Reactions to the course from its pilot run in 19.1 were largely but not entirely positive, with most complaints centering around the brutal difficulty of the class (and to a lesser extent Pichelmeyer's excessive timekeeping when it came to returning from meals or breaks). Covering large amounts of highly abstract and theoretical content from the upper undergraduate and graduate levels in only three weeks, it was agreed upon by students as well as the instructor and TA Nick that it was the hardest class offered at CTY by far. This intense difficulty and complexity spawned many AI jokes, most of which involved a student entering Park Bench or a similar game and reciting the very common first line of a topological proof or definition "let X be a topological space", causing the student already in the center to flee in fear from the difficult math.

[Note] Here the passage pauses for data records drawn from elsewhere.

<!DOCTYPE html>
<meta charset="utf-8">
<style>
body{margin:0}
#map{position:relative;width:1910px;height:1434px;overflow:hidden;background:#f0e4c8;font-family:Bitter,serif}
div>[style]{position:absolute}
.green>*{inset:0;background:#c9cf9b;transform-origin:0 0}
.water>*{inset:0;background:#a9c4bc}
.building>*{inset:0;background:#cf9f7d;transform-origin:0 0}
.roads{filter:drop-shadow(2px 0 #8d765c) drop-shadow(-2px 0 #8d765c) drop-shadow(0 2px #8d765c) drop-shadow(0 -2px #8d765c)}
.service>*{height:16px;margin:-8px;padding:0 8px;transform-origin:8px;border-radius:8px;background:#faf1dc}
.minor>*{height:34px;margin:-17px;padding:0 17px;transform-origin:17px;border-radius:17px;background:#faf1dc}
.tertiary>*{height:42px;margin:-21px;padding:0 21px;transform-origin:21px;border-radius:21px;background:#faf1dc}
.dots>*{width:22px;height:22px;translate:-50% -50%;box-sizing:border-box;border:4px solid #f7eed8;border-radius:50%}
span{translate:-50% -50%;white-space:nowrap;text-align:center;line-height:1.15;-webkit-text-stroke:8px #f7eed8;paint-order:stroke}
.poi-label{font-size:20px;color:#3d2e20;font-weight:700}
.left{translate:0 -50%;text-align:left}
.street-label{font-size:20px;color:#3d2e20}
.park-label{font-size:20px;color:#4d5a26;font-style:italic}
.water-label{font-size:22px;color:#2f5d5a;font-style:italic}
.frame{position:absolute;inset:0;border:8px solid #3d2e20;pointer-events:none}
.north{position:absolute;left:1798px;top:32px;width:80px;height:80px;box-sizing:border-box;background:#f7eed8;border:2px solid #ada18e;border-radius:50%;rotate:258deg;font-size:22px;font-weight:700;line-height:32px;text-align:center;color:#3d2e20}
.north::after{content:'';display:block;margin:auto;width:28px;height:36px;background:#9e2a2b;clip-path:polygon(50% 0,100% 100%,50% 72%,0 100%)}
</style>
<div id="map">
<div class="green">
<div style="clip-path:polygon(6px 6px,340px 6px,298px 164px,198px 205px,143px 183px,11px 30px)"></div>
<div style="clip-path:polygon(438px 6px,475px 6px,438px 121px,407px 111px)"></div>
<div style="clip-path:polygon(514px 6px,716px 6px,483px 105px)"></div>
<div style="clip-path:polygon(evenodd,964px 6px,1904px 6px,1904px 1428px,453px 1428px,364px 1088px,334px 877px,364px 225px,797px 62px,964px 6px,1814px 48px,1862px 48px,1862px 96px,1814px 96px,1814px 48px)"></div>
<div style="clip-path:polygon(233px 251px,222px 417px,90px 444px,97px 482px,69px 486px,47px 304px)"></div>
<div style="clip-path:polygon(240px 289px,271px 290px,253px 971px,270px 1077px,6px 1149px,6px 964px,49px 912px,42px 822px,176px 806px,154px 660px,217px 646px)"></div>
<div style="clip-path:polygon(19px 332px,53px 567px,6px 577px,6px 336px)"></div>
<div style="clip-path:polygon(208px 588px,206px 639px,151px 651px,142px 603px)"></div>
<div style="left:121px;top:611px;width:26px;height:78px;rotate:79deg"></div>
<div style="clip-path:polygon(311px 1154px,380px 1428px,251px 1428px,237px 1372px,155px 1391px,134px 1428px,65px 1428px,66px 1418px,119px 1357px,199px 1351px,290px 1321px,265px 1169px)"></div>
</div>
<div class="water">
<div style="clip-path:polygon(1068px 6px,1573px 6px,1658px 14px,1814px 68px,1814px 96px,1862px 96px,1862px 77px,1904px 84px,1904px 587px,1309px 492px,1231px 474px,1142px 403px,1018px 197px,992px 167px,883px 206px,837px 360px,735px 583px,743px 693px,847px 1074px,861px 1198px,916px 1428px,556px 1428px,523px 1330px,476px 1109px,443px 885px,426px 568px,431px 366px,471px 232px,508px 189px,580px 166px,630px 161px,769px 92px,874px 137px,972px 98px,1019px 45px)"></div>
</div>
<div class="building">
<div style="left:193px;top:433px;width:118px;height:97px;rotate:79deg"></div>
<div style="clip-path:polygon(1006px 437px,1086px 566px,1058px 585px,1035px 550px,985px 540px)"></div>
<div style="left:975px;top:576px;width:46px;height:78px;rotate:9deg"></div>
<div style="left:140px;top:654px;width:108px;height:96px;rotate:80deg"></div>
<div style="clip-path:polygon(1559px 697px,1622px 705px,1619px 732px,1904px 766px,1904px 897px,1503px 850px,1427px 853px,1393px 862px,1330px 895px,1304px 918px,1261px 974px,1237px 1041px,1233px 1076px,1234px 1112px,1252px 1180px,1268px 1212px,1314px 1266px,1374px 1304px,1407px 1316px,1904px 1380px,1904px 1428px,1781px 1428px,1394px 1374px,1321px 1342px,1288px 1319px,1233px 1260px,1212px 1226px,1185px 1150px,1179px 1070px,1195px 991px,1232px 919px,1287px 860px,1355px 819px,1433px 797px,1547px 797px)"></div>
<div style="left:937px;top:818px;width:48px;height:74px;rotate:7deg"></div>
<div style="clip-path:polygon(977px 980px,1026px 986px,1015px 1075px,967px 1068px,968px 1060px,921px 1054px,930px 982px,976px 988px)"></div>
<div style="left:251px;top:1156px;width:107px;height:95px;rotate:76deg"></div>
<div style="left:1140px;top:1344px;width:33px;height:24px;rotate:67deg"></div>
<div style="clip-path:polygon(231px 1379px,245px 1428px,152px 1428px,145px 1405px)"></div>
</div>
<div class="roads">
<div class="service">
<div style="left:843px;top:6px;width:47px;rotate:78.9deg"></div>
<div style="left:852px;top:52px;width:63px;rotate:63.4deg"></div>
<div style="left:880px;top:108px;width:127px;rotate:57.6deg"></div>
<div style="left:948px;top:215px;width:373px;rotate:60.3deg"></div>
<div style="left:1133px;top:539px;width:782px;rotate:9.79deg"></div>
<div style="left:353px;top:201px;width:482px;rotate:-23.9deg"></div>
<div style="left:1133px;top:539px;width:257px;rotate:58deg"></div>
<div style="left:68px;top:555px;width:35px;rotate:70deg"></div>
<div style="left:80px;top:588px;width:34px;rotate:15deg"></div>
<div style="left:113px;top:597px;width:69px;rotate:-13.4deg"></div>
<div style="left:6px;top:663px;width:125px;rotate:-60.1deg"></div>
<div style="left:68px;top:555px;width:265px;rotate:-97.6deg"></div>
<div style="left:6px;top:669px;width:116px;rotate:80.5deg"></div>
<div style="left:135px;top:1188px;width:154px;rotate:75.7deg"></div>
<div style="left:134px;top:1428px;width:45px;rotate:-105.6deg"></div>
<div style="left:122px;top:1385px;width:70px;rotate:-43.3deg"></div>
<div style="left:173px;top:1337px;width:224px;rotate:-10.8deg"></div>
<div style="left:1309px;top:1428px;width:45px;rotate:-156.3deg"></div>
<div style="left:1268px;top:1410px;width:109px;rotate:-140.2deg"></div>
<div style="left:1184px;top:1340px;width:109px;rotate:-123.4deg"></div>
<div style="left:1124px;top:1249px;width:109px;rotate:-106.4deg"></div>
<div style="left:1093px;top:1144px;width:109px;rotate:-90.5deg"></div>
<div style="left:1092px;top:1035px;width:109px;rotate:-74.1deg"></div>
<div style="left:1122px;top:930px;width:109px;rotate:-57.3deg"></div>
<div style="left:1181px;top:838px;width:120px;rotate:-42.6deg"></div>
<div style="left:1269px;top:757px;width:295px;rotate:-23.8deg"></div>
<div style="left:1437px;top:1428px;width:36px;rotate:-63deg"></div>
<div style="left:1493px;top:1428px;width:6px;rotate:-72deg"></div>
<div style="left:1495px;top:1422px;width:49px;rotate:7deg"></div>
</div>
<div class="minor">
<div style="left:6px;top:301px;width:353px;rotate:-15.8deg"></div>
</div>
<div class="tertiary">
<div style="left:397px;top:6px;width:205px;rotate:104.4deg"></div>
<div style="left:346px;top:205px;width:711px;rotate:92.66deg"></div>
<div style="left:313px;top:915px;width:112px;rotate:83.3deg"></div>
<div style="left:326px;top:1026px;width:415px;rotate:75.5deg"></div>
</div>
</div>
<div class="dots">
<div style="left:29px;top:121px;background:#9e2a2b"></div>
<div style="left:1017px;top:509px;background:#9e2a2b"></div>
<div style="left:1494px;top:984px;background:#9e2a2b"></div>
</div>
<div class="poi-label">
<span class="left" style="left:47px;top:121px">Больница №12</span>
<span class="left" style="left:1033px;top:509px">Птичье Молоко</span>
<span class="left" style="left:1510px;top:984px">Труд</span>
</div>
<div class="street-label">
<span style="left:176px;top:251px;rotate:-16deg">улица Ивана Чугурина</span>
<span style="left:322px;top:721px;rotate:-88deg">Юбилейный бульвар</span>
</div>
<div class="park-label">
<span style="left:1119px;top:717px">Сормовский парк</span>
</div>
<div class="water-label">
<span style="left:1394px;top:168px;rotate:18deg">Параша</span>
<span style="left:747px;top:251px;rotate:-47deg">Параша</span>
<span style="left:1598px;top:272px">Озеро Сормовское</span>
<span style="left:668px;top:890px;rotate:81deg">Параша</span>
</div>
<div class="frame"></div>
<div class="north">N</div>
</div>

An oft-recited quote from Pichelmeyer on the first day of the class was:

The curriculum I've made here is ridiculous, it's silly, we won't get through all of it, the other instructors made fun of me for even trying to teach it in 3 weeks, and I'll be happy if you walk out of here with even 20% of the content.

Despite this difficulty, most students reported that they did in most part enjoy the class, due in no small way to Pichelmeyer's teaching. There was also a sense among everyone involved of being in it together in testing out this brand-new class.